We will implement a simple algorithm in Javascript to check if the given two strings are anagram of each other or not. Everything will be written in ES6.
Anagram: An anagram of a string is another string that contains same characters, only the order of characters can be different.
Example
Input: 'prashant' 'tnahsarp' 'learnersbucket' 'tekcubsrenraes' Output: true false
We will use different methods to solve this anagram strings problem.
- Using sorting O(nlogn).
- By counting the letters of strings O(n).
Using sorting.
Implementation
- We will sort both strings in ascending order and check if they are equal.
- If they are equal then return
true
else returnfalse
.
let anagramStrings = (str1, str2) => { //split the string to character array //sort the character array //then join the sorted array to form the string let sortedStr1 = str1.split('').sort().join(''); let sortedStr2 = str2.split('').sort().join(''); //return true if equal else return false return sortedStr1 === sortedStr2; }
Input: console.log(anagramStrings('prashant', 'tnahsarp')); console.log(anagramStrings('learnersbucket', 'tekcubsrenraes')); Output: true false
We have used string split() method to create the characters array.
Then using sort() method we have sorted the character array.
After that with join() we have joined the characters array to create the string.
Time complexity: O(nlogn).
Space complexity: O(n).
Time and Space complexity
- We are using split() method to create the characters array which will take O(n). Then sorting the array will take O(nlogn) and to form the string again with join() will take O(n), so Time complexity is O(n + nlogn + n) = O(nlogn).
- We are creating the character array from the given string which will take O(n + n), so Space complexity is O(n).
By counting the letters of the string.
Implementation
- If both the strings are not equal then return
false
. - We will keep track of the characters in both the string and count their occurrences.
- If all the characters count is equal then return
true
else returnfalse
.
let anagramStrings = (str1, str2) => { //if both the strings are not equal then return false if(str1.length !== str2.length){ return false; } //create two objects to keep track let track = {}; let track2 = {}; //count the character occurrences of first string for(let i = 0; i < str1.length; i++){ if(!track[str1[i]]){ track[str1[i]] = 1; }else{ track[str1[i]]++; } } //count the character occurrences of second string for(let i = 0; i < str2.length; i++){ if(!track2[str2[i]]){ track2[str2[i]] = 1; }else{ track2[str2[i]]++; } } //check if the character occurrences in both the string are not equal then return false; for(let i = 0; i < str1.length; i++){ if(track1[str1[i]] !== track2[str2[i]]){ return false; } } return true; }
Input: console.log(anagramStrings('prashant', 'tnahsarp')); console.log(anagramStrings('learnersbucket', 'tekcubsrenraes')); Output: true false
Time complexity: O(n).
Space complexity: O(n).
Time and Space complexity
- We are counting the character occurrences of both the strings which will take O(n + n), Then check if count is equal or not in O(n), so Time complexity is O(n + n + n) = O(n).
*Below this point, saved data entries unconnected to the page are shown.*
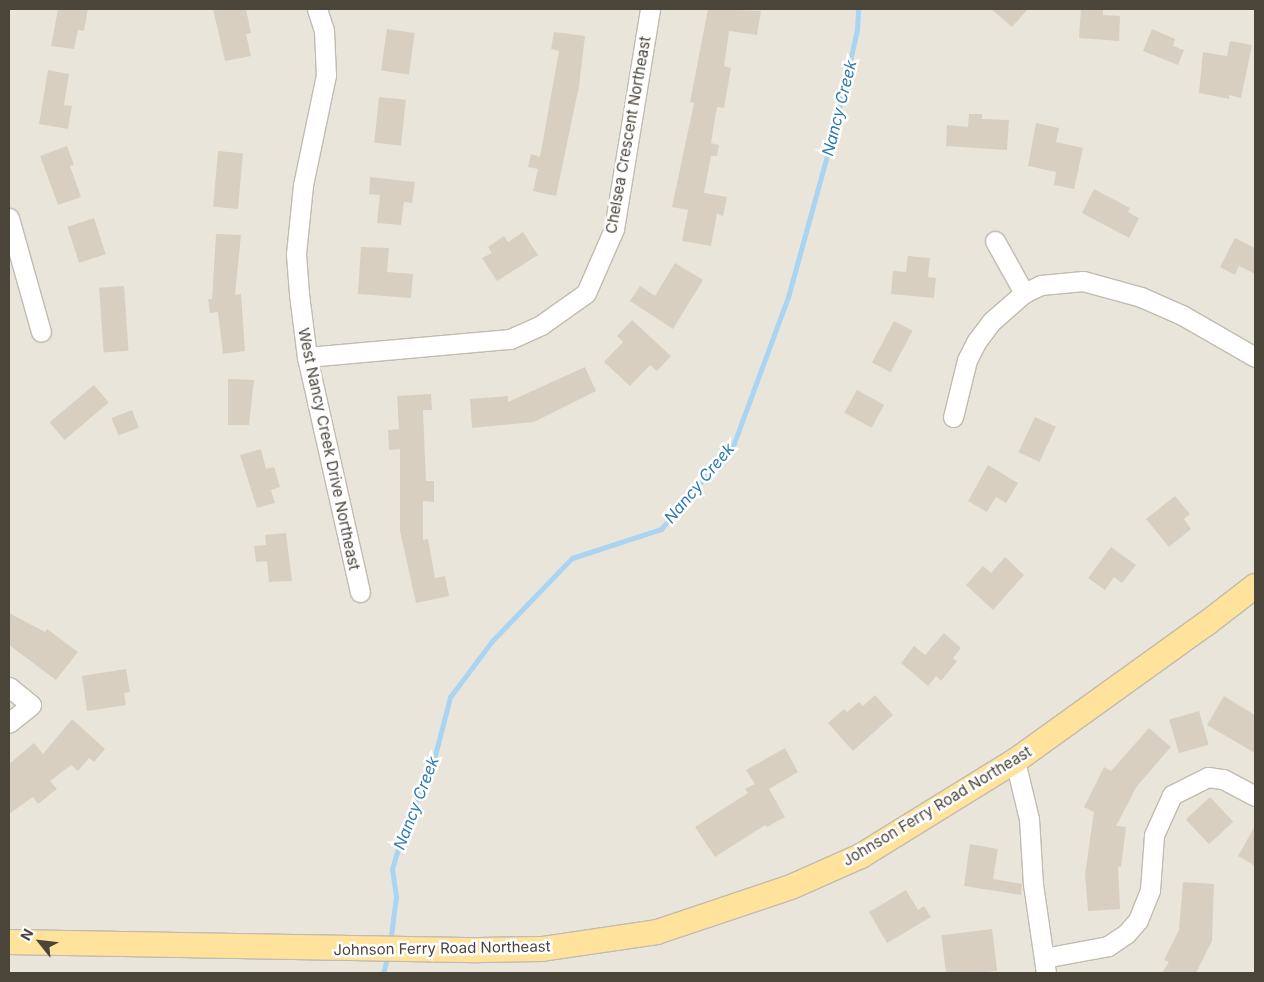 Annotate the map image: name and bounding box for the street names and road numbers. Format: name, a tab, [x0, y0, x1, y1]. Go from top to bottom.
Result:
street label: Chelsea Crescent Northeast	[602, 35, 654, 235]
street label: West Nancy Creek Drive Northeast	[295, 326, 363, 572]
street label: Johnson Ferry Road Northeast	[839, 742, 1035, 870]
street label: Johnson Ferry Road Northeast	[333, 937, 551, 959]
- We are keeping track of characters count, so Space complexity is O(n).
Mix-Movie.com says:
Method 4 (Bit Manipulation) The above implementation can be further optimized by using bit manipulation. If we start at a value of 0 and XOR all the characters of both strings, we should return an end value of 0 if they are anagrams because there would be an even occurrence of all characters in the anagram. Done forget to defend the code by validating inputs.